Single-cell gene expression profiling of MYCN-amplified neuroblastoma cells following CRISPR activation of ferroptosis regulators

Understanding the operational molecular, and metabolic networks that determine the balance between pro- and anti-ferroptotic regulatory pathways could unravel unique vulnerabilities to be exploited for cancer therapy. Using genome-wide and single-cell CRISPR activation screens, we identify the selenoprotein P (SELENOP) receptor, LRP8, as a key determinant protecting MYCN-amplified neuroblastoma cells from ferroptosis in vitro and in orthotopic neuroblastoma mouse models. Specifically, the exquisite dependency on LRP8-mediated selenocysteine import is caused by the failure of MYCN-amplified cells to efficiently utilize alternative forms of selenium/selenocysteine based uptake necessary for selenoprotein biosynthesis. Increased activity of one of such transporters, SLC7A11, in MYCN-amplified cells leads to cysteine overload, progressive mitochondrial decline and impaired proliferation.
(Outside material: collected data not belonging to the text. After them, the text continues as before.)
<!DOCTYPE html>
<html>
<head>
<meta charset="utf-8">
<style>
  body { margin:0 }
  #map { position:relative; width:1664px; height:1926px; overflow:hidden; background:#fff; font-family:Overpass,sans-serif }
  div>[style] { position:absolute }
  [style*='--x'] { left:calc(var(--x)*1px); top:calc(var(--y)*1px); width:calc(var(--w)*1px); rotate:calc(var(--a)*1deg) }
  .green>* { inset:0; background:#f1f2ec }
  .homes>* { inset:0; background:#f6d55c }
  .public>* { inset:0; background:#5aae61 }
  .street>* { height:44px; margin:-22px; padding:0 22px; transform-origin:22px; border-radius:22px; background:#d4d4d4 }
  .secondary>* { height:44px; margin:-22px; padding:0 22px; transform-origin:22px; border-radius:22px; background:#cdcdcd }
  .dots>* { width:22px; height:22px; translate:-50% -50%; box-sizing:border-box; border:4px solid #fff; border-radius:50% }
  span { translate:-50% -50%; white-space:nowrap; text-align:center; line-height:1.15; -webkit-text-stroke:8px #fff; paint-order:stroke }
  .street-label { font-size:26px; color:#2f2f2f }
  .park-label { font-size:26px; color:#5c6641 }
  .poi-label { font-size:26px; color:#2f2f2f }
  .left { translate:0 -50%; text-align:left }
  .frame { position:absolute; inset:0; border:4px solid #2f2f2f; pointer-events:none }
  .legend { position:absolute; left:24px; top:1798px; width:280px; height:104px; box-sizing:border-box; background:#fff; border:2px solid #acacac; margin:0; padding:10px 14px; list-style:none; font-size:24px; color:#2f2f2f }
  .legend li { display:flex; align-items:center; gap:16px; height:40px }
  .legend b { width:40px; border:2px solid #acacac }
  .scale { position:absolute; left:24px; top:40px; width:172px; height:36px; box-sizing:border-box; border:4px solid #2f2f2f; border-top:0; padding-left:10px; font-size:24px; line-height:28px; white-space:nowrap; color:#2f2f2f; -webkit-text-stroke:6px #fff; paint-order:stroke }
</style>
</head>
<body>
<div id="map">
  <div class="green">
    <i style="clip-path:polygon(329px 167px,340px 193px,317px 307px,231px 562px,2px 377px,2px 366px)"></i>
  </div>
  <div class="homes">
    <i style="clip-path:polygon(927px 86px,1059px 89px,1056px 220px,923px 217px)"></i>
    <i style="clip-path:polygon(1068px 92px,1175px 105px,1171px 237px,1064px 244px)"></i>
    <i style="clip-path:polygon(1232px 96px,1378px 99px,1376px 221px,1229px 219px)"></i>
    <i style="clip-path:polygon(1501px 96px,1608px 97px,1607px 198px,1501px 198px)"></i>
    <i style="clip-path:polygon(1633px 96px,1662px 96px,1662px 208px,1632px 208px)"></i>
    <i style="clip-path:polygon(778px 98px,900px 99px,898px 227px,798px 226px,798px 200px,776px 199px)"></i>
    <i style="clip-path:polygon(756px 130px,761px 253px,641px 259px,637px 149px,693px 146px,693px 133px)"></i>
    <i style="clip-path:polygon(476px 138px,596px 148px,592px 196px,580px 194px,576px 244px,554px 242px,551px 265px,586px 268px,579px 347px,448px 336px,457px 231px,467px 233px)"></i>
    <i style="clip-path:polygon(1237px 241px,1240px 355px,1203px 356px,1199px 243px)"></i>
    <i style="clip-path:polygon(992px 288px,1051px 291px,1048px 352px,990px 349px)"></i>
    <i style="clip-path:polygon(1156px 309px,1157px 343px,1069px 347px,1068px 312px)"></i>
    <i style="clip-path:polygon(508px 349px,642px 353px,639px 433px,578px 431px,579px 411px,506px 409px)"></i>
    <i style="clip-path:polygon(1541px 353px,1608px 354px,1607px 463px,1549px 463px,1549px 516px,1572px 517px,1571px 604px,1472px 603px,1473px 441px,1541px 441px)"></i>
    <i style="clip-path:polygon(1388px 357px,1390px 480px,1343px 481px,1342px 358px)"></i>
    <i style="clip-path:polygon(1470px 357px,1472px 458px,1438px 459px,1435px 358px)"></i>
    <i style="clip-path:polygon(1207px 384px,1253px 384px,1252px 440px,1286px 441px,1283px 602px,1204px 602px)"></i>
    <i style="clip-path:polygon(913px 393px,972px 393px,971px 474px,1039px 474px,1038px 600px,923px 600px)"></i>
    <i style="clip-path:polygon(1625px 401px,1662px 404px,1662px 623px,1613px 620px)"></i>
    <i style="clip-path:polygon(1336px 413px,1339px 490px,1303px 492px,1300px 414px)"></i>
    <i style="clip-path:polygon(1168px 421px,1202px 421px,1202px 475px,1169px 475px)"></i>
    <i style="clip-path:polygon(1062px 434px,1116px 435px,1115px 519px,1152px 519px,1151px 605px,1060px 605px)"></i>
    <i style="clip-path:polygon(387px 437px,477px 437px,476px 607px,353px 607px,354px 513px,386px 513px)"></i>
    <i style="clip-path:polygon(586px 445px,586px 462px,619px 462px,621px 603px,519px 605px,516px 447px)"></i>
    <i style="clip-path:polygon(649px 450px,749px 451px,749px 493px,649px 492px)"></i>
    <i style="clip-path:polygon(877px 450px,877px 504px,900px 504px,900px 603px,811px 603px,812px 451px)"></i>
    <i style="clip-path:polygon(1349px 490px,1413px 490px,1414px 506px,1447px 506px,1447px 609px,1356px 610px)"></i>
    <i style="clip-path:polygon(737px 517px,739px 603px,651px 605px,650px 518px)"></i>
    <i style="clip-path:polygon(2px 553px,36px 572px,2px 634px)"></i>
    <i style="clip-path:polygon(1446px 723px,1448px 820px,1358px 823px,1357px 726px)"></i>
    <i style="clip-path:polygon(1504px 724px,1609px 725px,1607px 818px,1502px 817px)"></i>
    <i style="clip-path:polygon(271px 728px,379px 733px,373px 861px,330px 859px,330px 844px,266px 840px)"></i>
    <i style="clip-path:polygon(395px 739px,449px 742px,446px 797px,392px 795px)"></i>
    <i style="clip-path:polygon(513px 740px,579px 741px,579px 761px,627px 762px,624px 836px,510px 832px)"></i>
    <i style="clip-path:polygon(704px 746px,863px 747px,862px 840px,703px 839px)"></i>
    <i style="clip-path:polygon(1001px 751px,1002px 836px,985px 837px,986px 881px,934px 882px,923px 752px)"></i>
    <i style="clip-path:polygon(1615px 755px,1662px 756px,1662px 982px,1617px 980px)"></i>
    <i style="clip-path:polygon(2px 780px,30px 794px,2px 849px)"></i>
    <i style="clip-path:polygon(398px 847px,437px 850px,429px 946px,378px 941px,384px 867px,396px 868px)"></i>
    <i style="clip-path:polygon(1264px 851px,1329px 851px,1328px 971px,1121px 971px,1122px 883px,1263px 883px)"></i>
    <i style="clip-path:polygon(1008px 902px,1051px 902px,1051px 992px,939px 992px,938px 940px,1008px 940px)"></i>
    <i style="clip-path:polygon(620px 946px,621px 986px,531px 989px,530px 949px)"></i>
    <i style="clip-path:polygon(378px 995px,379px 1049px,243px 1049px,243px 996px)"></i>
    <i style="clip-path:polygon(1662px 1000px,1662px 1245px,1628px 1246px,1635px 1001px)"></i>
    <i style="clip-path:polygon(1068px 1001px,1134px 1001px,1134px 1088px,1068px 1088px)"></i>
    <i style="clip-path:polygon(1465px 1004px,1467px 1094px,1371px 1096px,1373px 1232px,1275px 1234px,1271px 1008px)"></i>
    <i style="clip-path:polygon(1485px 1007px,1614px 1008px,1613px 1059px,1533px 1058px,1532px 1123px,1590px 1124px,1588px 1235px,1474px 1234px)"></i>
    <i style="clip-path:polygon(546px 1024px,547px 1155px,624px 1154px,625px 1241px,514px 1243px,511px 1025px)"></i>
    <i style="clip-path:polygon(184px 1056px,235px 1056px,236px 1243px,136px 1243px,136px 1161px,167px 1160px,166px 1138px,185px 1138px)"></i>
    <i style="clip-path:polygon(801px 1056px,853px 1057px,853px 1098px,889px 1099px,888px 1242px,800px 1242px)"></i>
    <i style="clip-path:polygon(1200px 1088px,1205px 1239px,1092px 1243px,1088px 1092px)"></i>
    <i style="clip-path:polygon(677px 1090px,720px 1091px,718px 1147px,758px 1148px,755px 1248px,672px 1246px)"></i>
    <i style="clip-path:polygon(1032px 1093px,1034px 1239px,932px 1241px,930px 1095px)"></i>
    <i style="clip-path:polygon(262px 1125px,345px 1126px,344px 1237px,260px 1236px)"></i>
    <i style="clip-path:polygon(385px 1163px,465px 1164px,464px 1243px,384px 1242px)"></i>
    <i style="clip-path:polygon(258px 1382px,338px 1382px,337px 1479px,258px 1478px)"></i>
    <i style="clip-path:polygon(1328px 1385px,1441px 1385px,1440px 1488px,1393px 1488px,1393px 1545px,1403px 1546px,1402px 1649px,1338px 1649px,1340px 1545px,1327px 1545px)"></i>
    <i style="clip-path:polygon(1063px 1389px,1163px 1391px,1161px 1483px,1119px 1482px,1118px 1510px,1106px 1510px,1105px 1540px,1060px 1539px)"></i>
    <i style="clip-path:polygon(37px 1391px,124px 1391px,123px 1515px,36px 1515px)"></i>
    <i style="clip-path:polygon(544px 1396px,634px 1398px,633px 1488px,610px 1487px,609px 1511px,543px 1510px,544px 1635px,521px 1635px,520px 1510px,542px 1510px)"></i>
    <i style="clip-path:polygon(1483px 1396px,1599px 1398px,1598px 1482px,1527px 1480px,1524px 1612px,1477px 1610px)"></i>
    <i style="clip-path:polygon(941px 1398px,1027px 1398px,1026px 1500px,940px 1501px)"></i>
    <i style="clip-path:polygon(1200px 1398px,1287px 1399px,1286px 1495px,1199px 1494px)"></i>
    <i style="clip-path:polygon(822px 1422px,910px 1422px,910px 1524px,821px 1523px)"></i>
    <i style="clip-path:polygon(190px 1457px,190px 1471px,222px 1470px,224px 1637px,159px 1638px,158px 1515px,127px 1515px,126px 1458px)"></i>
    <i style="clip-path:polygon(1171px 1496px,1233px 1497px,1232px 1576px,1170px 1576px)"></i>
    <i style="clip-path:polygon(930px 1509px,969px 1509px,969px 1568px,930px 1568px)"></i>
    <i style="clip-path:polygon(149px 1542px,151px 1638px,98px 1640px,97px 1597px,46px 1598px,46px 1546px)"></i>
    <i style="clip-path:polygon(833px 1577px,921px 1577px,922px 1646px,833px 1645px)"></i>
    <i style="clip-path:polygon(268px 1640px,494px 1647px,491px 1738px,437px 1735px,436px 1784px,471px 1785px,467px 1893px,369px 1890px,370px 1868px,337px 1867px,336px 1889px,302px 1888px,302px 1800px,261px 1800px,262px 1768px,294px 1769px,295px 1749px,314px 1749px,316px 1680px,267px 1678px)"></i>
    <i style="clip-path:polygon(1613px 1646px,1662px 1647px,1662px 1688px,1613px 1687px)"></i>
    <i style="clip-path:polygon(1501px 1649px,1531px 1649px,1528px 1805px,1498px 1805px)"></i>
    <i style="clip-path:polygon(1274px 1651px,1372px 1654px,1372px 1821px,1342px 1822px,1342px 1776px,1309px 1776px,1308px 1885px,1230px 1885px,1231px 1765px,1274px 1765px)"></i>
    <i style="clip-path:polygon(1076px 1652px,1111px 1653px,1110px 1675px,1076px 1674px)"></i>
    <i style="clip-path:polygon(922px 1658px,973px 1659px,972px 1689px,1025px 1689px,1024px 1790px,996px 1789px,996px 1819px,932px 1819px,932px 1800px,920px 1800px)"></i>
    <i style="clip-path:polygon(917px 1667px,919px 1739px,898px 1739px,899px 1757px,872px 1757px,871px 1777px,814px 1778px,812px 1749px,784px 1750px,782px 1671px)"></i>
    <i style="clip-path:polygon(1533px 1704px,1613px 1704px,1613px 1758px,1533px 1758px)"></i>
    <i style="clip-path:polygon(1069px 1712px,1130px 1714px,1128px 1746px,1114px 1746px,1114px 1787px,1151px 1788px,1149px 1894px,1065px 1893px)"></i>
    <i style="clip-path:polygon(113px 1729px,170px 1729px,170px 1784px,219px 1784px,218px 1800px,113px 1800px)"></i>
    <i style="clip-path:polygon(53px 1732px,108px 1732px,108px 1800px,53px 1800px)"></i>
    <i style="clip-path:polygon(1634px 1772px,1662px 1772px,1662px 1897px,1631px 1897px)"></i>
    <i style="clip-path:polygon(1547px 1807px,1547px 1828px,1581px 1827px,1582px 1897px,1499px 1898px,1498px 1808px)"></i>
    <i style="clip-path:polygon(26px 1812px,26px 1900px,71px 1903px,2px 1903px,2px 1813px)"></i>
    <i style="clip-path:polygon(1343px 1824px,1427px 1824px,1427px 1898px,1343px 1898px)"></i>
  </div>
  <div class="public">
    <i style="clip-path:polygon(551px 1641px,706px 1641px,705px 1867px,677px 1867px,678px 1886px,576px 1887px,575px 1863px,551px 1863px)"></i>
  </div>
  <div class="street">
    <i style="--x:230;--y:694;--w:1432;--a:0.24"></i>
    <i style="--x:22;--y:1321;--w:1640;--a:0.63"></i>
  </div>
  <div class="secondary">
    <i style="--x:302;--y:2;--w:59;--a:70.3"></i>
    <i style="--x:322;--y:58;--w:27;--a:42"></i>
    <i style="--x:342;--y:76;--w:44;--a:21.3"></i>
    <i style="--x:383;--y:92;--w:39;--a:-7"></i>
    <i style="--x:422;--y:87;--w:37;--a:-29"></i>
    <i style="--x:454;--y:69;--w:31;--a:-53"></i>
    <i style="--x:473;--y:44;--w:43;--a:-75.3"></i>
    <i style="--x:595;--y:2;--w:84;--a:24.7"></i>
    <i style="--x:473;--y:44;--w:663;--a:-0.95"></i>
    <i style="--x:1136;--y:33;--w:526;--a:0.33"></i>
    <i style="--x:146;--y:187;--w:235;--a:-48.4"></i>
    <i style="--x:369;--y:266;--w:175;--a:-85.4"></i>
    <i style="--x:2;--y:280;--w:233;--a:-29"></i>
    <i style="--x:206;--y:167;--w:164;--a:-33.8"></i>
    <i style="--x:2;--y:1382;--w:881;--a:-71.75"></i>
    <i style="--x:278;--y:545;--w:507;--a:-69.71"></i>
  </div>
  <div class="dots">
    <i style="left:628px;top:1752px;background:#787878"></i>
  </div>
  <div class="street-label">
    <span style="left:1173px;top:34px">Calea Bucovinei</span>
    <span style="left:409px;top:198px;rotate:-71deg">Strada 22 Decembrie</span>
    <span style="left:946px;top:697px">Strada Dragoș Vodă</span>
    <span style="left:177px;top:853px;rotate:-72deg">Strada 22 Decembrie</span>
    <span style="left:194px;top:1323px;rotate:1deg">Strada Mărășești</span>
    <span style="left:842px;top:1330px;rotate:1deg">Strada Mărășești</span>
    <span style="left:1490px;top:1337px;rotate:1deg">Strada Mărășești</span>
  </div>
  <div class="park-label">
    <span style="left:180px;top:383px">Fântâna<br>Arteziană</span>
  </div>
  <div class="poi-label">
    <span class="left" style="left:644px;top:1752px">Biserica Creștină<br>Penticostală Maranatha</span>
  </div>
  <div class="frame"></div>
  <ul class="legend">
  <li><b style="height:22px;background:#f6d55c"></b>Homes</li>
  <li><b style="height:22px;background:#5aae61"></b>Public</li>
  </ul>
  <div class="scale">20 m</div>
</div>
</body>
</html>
These data reveal in LRP8 a targetable, and specific vulnerability of MYCN-amplified neuroblastoma cells and disclose a yet-unaccounted mechanism for selective ferroptosis induction that has the potential to become an important therapeutic entry point for MYCN-amplified neuroblastoma. The CROP-seq experiment was performed in human SK-N-DZ cells stably expressing dCas9-VP64 and p65-HSF1. Cells were transduced with a library of CRISPR activation gRNAs targeting 36 hits derived from the primary ferroptosis resistance screens with two independent gRNAs. After puromycin selection and recovery, two lanes of the 10X platform were used to partition individual cells into gel bead-in-emulsions (GEMs) and single-cell libraries were constructed.